(YOUR TASK) Copy each line below that contains "Zabrody".

::::

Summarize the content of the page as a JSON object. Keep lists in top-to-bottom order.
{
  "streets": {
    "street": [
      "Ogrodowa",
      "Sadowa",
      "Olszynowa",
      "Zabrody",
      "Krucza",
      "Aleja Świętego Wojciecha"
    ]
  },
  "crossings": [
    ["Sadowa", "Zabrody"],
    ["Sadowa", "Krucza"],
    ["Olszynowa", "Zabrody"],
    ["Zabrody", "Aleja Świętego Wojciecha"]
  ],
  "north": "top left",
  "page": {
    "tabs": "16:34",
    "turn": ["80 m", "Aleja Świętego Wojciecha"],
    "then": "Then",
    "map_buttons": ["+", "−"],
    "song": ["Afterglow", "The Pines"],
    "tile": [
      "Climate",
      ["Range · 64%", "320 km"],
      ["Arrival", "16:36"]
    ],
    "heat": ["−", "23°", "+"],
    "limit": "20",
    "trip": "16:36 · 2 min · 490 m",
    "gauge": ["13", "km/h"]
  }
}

::::

(OUTPUT OF THE EXERCISE)
      "Zabrody",
    ["Sadowa", "Zabrody"],
    ["Olszynowa", "Zabrody"],
    ["Zabrody", "Aleja Świętego Wojciecha"]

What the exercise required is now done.